I am writing a program that will schedule a lot of small and big batch jobs to execute. The count of tasks varies, but is around 3000 daily.
Is it better to split them in 3 jobs each with 1000 groups with one task each, or is it fine to schedule 3000 separate jobs every job with one group and one task? What is better for nomad to allocate?
In my program, for job generation and monitoring, doing 3000 separate jobs is easier to manage and especially easier to edit job specifications - I can stop and edit one task, without affecting other tasks. However, I fear that nomad will lag with too many jobs, is it right?
All “tasks” in the same job “group” are always scheduled to run on the same node.
Would recommend scheduling multiple jobs, as it will most likely improve the resource distribution across your cluster.
You could split tasks into multiple groups, but personally I prefer keeping job-files as small as I possible can.
Hi, thx! Yes, agree, exactly. So there is one job with 1000 groups per 1 task, or 1000 jobs with 1 group with 1 task.
Yes. 10/10 times I would do the 1000 jobs.
I have previously had multiple related groups in the same jobfile, as I thought it would look better/cleaner, but it is just a lot easier to handle changes when I split them into seperate jobs (my personal opinion).
Hi @Kamilcuk ,
I just wanted to add a note from the scheduling side of this problem.
Scheduling 3k groups in a single job and therefore a single evaluation will use up a single worker for a long time. If there are a lot of other workloads in-flight, it’s plans are more likely to conflict, however, this depends on how much other work is happening on the cluster, along with other factors such as packed ratio of the cluster.
Scheduling 3k jobs at the same time and therefore 3k evaluations spreads the work out among the workers, but if those plans are likely to collide (depends on the workload) then that’ll be more likely to have rejected plans. That also eats up all the workers for a while, which can crowd out scheduling of other work.

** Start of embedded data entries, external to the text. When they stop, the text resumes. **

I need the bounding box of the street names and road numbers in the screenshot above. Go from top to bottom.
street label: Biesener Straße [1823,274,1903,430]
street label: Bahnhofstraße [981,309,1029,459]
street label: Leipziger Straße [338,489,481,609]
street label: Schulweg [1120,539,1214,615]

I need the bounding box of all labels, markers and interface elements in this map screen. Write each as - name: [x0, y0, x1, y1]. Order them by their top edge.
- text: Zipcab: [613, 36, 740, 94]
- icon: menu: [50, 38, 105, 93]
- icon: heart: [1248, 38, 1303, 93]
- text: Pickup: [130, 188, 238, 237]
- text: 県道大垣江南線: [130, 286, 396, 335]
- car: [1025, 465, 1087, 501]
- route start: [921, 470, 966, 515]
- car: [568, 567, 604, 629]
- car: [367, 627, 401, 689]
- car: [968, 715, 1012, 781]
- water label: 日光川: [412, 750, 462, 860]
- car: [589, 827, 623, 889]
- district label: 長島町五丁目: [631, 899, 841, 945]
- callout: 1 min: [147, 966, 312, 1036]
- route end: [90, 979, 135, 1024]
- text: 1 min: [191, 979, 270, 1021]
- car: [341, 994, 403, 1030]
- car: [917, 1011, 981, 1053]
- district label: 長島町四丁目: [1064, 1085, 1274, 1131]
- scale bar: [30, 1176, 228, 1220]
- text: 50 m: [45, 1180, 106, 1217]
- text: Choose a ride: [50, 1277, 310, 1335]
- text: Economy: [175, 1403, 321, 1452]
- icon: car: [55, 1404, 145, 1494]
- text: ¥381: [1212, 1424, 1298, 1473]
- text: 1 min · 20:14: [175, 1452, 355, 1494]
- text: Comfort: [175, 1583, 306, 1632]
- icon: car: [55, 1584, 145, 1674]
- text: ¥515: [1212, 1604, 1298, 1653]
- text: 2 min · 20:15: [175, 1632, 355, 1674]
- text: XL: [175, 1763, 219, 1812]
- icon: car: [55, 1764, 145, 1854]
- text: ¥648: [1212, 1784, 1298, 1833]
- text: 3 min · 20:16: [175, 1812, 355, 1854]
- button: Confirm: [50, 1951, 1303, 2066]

Seeing as these 3k will be distributed throughout a day, I believe from the scheduling side options two would be the better choice.
jrasell and the Nomad team
Hi, thank you! What is a “worker”? Is it a nomad node or something in nomad server? I do not know that term.
Because there are 3000 groups of 1 tasks, the allocations number is going to be the same, they are going to be distributed over multiple hosts the same way as if there were 3000 jobs of one group of one task.
So in 1 big job there will be fewer evaluations and deployments. But then, when one group is finished execution and another is still executing, and when I add a node to nomad, that will trigger new evaluation of that job. Will the finished group in a running batch job restart because of a new evaluation caused by adding a new node to the cluster?
However, my experience shows me that scheduling 3000 jobs per 1 group per 1 task is severally less memory and cpu exhausting then 1 job per 3000 groups per 1 tasks.
With 1 big job, I had many issues with nomad server memory skyrocketing to 200 gigabytes. After switching to 3000 small jobs, the memory server usage remains the same and is negligible. And I can clean up more selectively with purge the jobs keeping it clean earlier.
Ergo, because 1 job per 1 group per 1 task gives way more control and looks like it is way less memory expensive for nomad server, I will prefer to use that method for automatically scheduling many batch jobs.